● **TASK ITEM**: The answer must consist of every line in the records below that contains the string "with".

------ DATA ------

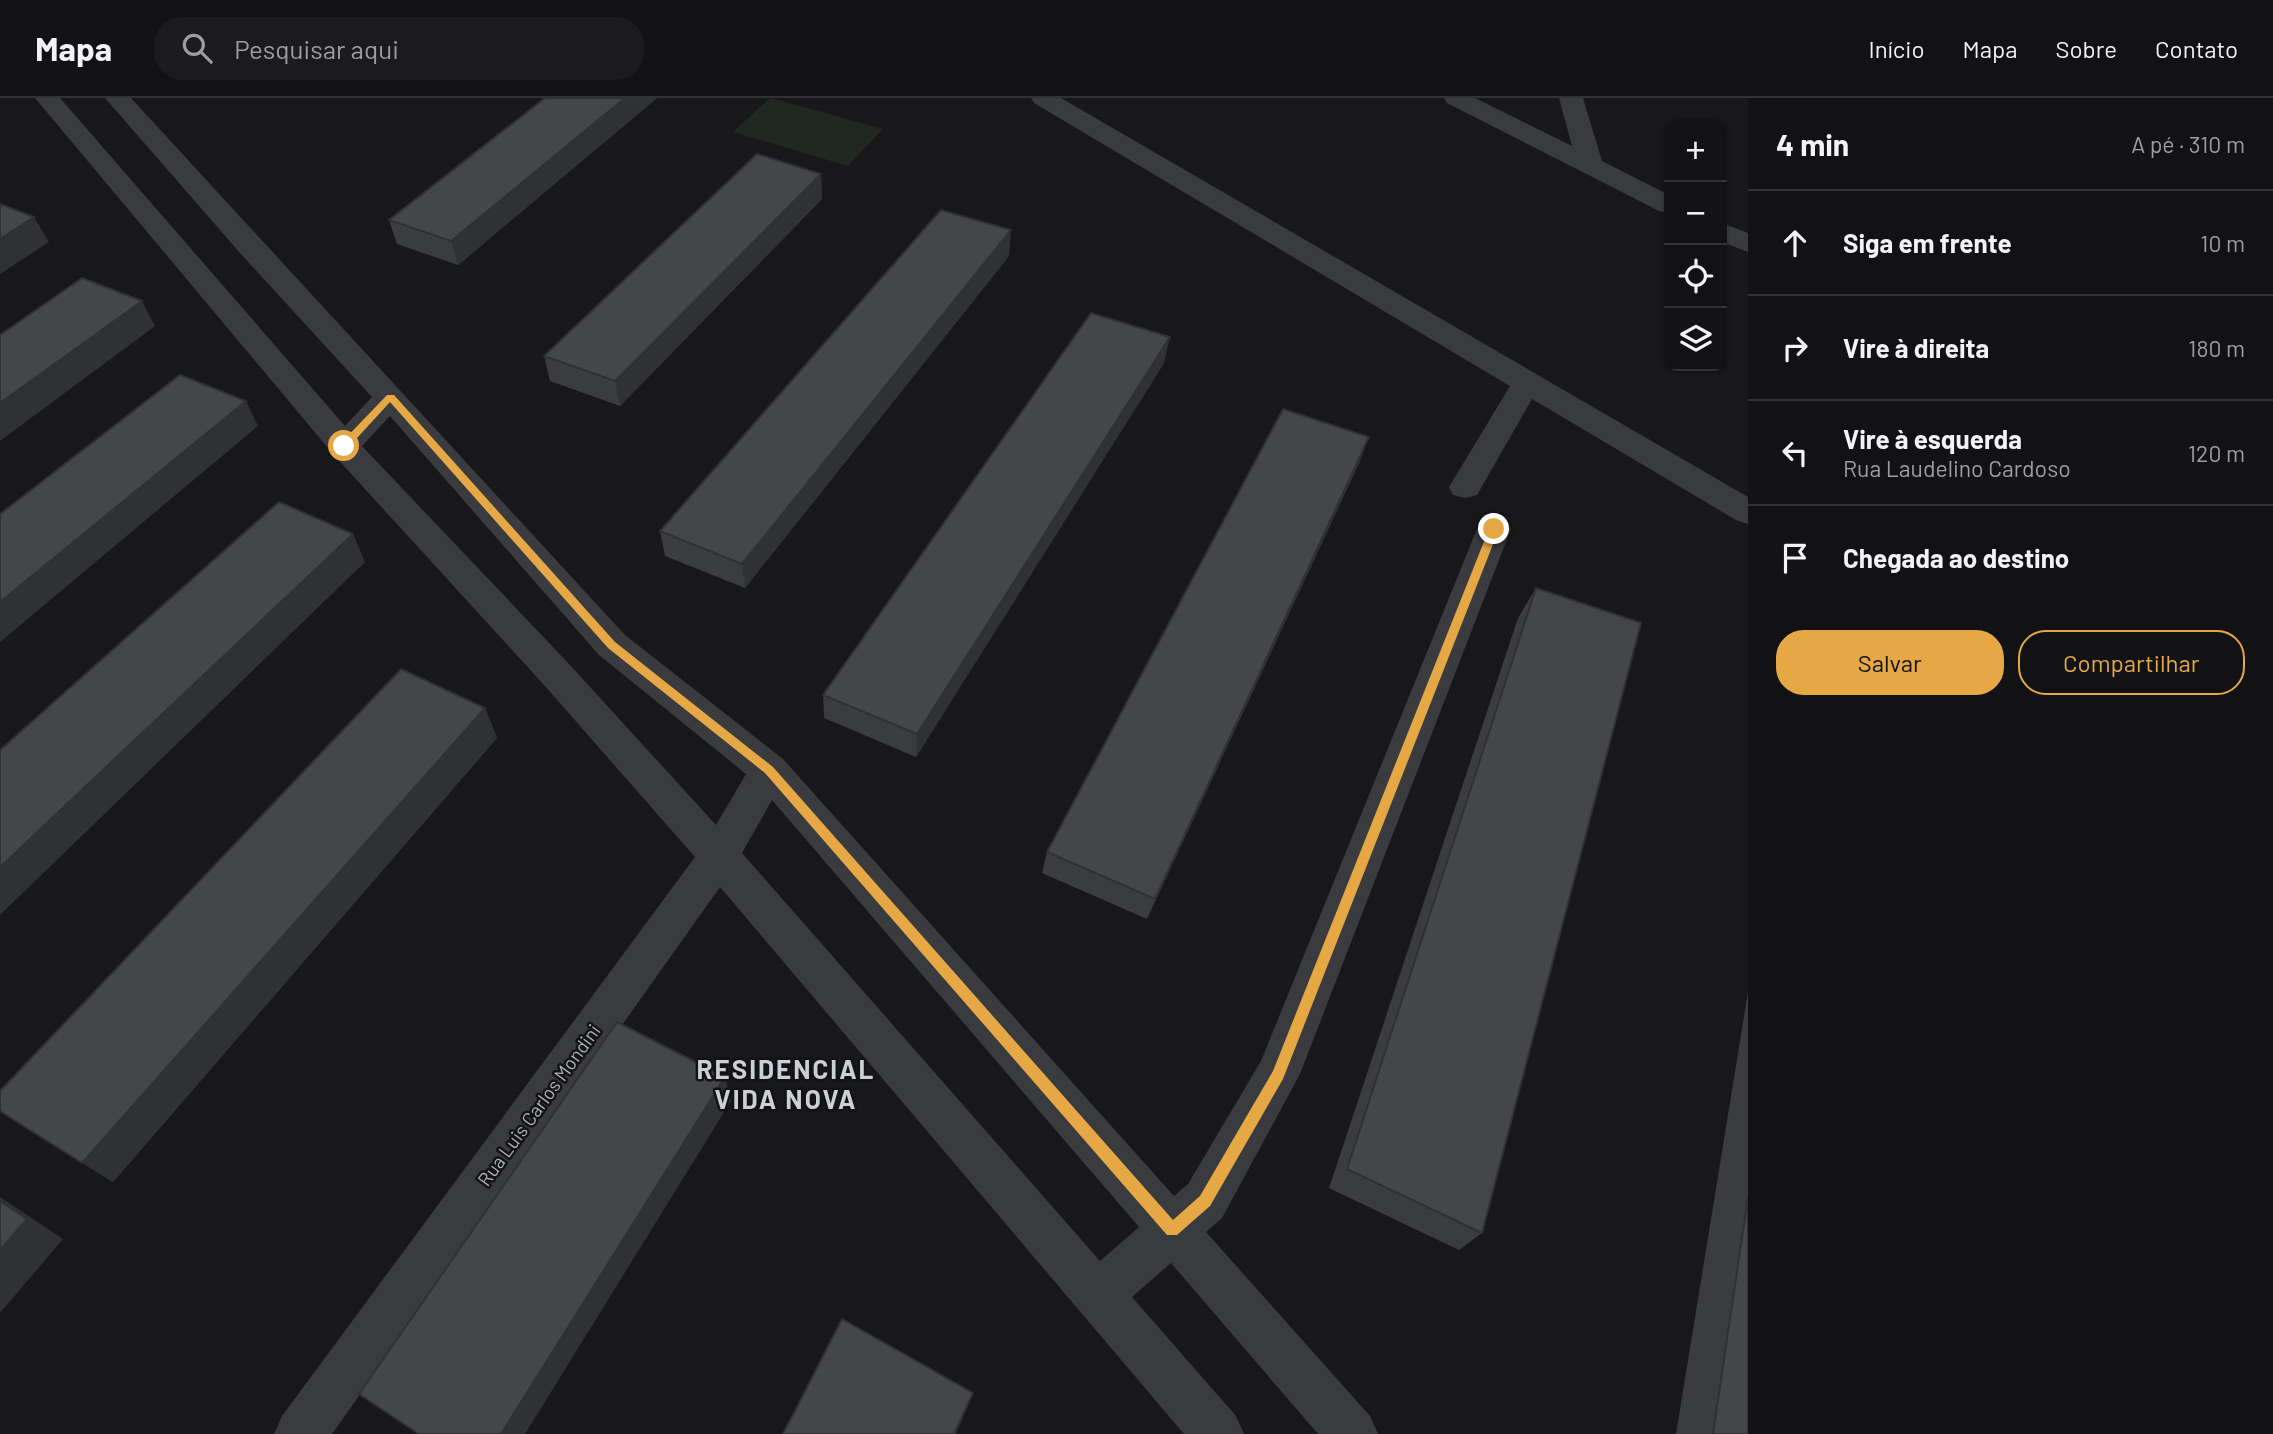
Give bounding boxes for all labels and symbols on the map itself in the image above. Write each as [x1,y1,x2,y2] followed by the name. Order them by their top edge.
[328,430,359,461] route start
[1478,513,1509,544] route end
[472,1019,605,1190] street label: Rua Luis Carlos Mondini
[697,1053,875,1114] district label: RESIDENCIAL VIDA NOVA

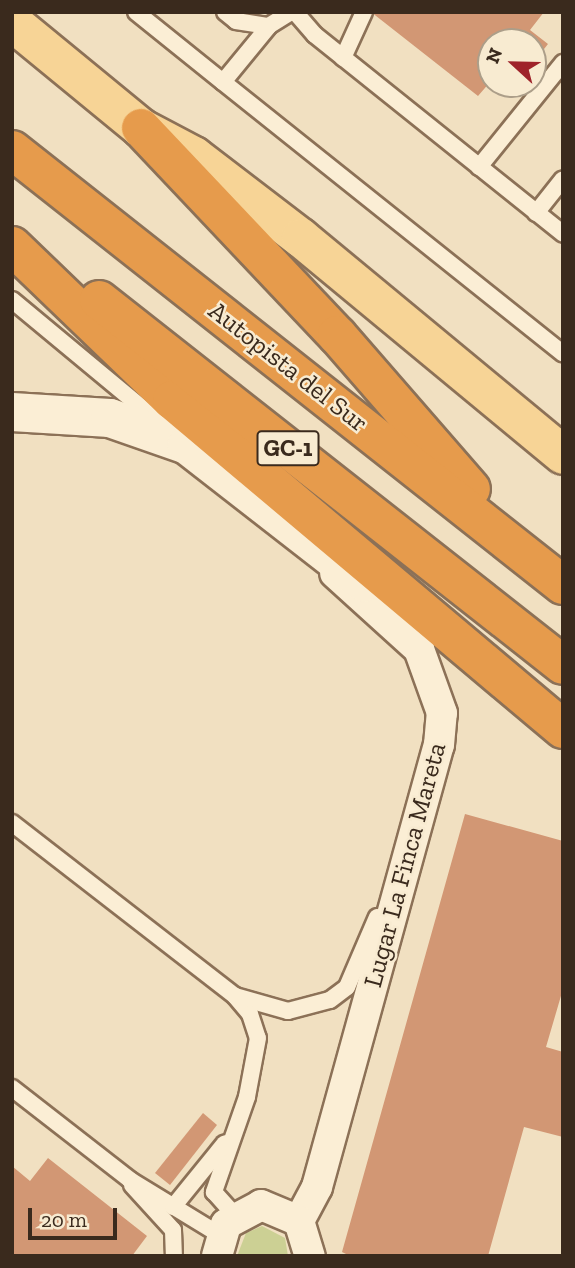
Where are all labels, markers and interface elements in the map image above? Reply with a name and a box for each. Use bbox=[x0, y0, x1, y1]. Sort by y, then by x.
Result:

------
------ DATA ------

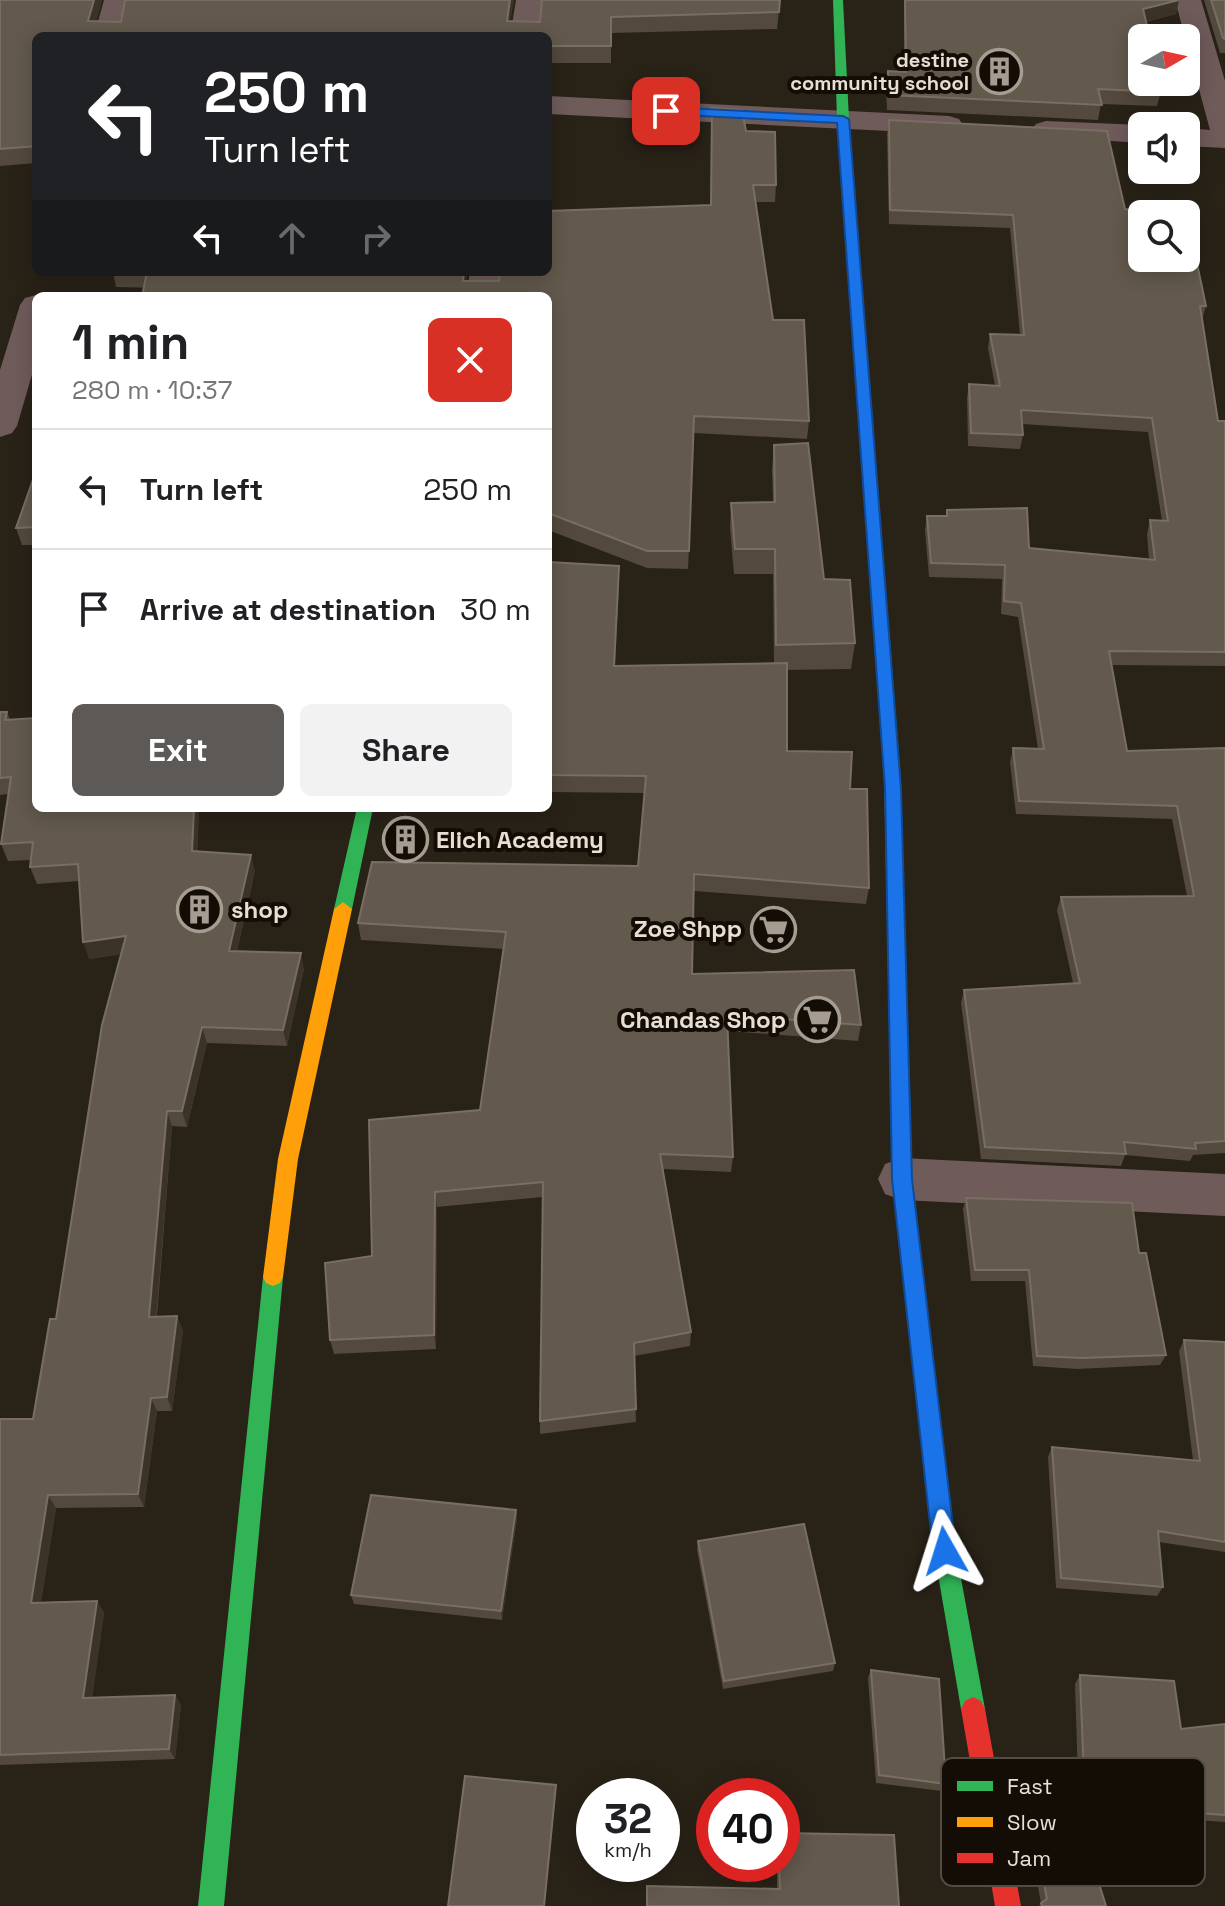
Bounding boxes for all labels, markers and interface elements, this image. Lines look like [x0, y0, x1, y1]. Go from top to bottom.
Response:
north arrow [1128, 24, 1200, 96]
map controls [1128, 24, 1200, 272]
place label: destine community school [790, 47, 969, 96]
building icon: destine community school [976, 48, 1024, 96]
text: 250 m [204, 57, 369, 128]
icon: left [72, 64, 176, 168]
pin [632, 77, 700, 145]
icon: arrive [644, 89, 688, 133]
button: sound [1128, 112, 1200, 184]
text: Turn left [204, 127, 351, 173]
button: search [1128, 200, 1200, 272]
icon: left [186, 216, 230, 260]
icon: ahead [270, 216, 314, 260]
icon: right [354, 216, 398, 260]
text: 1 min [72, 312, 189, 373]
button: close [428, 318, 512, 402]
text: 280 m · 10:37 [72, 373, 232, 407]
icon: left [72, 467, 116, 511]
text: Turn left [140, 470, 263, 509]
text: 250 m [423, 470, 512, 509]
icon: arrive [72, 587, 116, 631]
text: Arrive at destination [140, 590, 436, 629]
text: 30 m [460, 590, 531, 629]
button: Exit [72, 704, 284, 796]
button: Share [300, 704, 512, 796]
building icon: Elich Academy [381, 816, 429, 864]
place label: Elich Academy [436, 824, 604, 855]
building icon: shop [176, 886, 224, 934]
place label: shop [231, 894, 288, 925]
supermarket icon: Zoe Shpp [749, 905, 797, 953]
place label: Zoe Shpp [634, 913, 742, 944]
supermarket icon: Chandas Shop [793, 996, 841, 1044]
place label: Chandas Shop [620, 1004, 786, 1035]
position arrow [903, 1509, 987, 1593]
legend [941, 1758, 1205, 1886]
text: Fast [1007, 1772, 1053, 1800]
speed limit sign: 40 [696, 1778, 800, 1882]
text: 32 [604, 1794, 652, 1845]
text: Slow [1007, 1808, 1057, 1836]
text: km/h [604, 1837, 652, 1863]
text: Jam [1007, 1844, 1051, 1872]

------
------ DATA ------

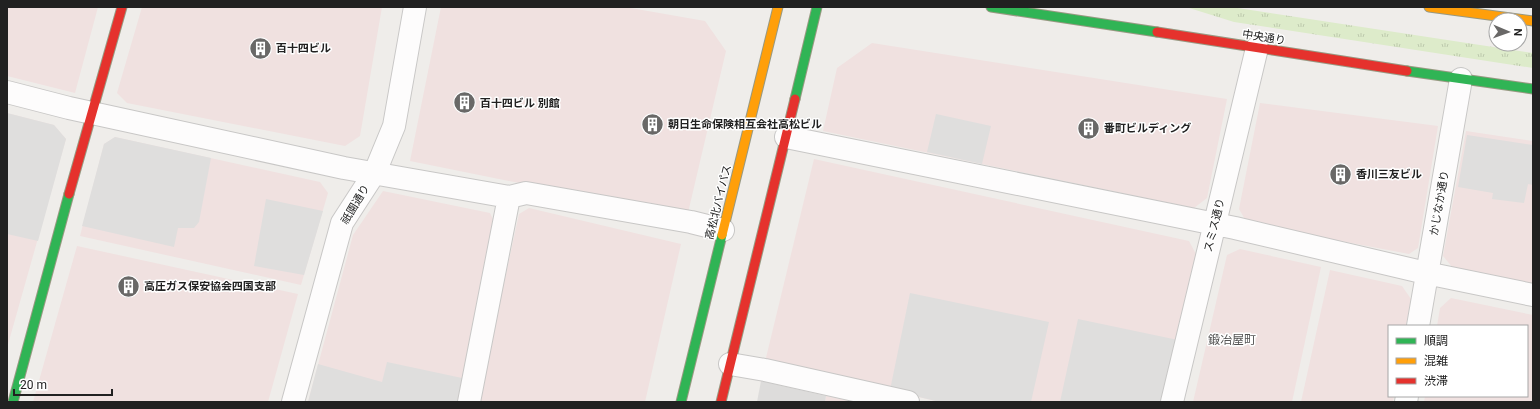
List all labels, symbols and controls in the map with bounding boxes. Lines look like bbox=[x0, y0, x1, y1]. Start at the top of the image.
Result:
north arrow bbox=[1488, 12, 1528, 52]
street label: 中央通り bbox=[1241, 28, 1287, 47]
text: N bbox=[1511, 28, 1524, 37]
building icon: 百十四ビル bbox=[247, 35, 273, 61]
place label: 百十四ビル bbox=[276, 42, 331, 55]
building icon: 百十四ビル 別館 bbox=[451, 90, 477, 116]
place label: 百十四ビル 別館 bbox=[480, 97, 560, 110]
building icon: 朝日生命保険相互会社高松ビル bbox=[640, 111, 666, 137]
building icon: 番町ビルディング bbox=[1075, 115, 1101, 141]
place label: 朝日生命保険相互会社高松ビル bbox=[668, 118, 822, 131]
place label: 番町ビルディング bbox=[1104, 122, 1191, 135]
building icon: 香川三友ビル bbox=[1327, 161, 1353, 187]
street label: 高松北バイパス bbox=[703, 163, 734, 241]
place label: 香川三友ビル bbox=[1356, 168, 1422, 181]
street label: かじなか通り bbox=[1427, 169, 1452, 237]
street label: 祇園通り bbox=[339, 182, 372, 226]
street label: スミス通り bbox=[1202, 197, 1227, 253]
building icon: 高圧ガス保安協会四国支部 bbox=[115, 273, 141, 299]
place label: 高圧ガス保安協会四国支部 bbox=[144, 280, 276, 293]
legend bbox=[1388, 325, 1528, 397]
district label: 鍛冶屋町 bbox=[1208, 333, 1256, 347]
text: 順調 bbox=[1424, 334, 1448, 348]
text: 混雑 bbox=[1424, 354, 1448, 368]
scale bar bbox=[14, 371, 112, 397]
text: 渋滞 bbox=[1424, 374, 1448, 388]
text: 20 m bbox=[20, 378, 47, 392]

------

● **WRITTEN ANSWER**:
Where are all labels, markers and interface elements in the map image above? Reply with a name and a box for each. Use bbox=[x0, y0, x1, y1]. Sort by y, then by x.
List all labels, symbols and controls in the map with bounding boxes. Lines look like bbox=[x0, y0, x1, y1]. Start at the top of the image.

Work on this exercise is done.